Asbestos and other causes of lung cancer

The main cause of lung cancer is cigarette smoking. This applies particularly to men. There are some women who develop lung cancer and who have never smoked. The effects of passive smoking maybe important in some of these. The effect of smoking makes other causes difficult to detect. This is particularly so when dealing with occupational causes of lung cancer. The International Agency for Research on Cancer has developed a classification system for these carcinogens. Group 1 or known carcinogens contains among others asbestos, hexavalent chromium compounds and nickel and nickel compounds.
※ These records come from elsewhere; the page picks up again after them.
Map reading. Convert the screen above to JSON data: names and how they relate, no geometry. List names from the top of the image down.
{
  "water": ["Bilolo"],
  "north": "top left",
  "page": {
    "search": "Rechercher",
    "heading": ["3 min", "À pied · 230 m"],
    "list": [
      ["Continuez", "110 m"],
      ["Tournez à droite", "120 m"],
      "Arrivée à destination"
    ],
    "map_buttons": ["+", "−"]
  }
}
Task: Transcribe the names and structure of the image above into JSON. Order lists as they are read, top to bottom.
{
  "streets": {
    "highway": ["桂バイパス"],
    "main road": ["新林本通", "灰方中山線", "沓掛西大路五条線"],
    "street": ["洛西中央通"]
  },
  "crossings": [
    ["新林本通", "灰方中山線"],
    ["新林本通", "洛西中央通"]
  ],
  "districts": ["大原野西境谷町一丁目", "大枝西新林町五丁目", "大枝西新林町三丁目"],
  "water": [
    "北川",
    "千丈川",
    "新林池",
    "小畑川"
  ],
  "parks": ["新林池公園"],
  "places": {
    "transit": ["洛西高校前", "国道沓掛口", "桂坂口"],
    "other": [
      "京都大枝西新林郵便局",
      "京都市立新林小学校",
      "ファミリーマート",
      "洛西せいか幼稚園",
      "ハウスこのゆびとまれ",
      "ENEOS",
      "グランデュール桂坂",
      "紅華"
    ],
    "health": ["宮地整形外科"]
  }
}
The relationship between asbestos exposure to the development of lung cancer has generated a lot of heated debate, although asbestos has been implicated in the development of lung cancer from more than 50 years. The state of play at the moment is that the lung cancer can be attributed to past asbestos exposure if the worker has been exposed to sufficient asbestos, generally in the work place, to have caused asbestosis even if the worker does not have overt evidence of asbestosis clinically, radiologically or on lung function testing. There may be other radiological evidence that supports the past history of exposure.

An occupational history is essential in proving the connection and a physician experienced in the field would be best equipped to do this. A report from an occupational hygienist can be of great assistance. There is a lot of knowledge out there that enables estimates to be made based on known fiber types and measured fiber levels in different industrial settings.

Management of Lung Cancer

The management of lung cancer arising in an asbestos exposed worker is no different from any other lung cancer. People managing patients with lung cancer must be aware of the association with the person’s occupation. If there is even a possibility that it is related to work place exposure then the worker must be made aware of that so they might be able to enquire about possible legal remedies.

The relationship between workplace exposure to carcinogens and tobacco smoking is complex. There are some experts who feel they can apportion the effect. It should not be forgotten that lung cancer, in the majority, is a preventable condition. Our efforts should be directed to achieving that. For those who work in this field the gains have been impressive but there is some way to go; particularly with the lobbying of powerful vested interests.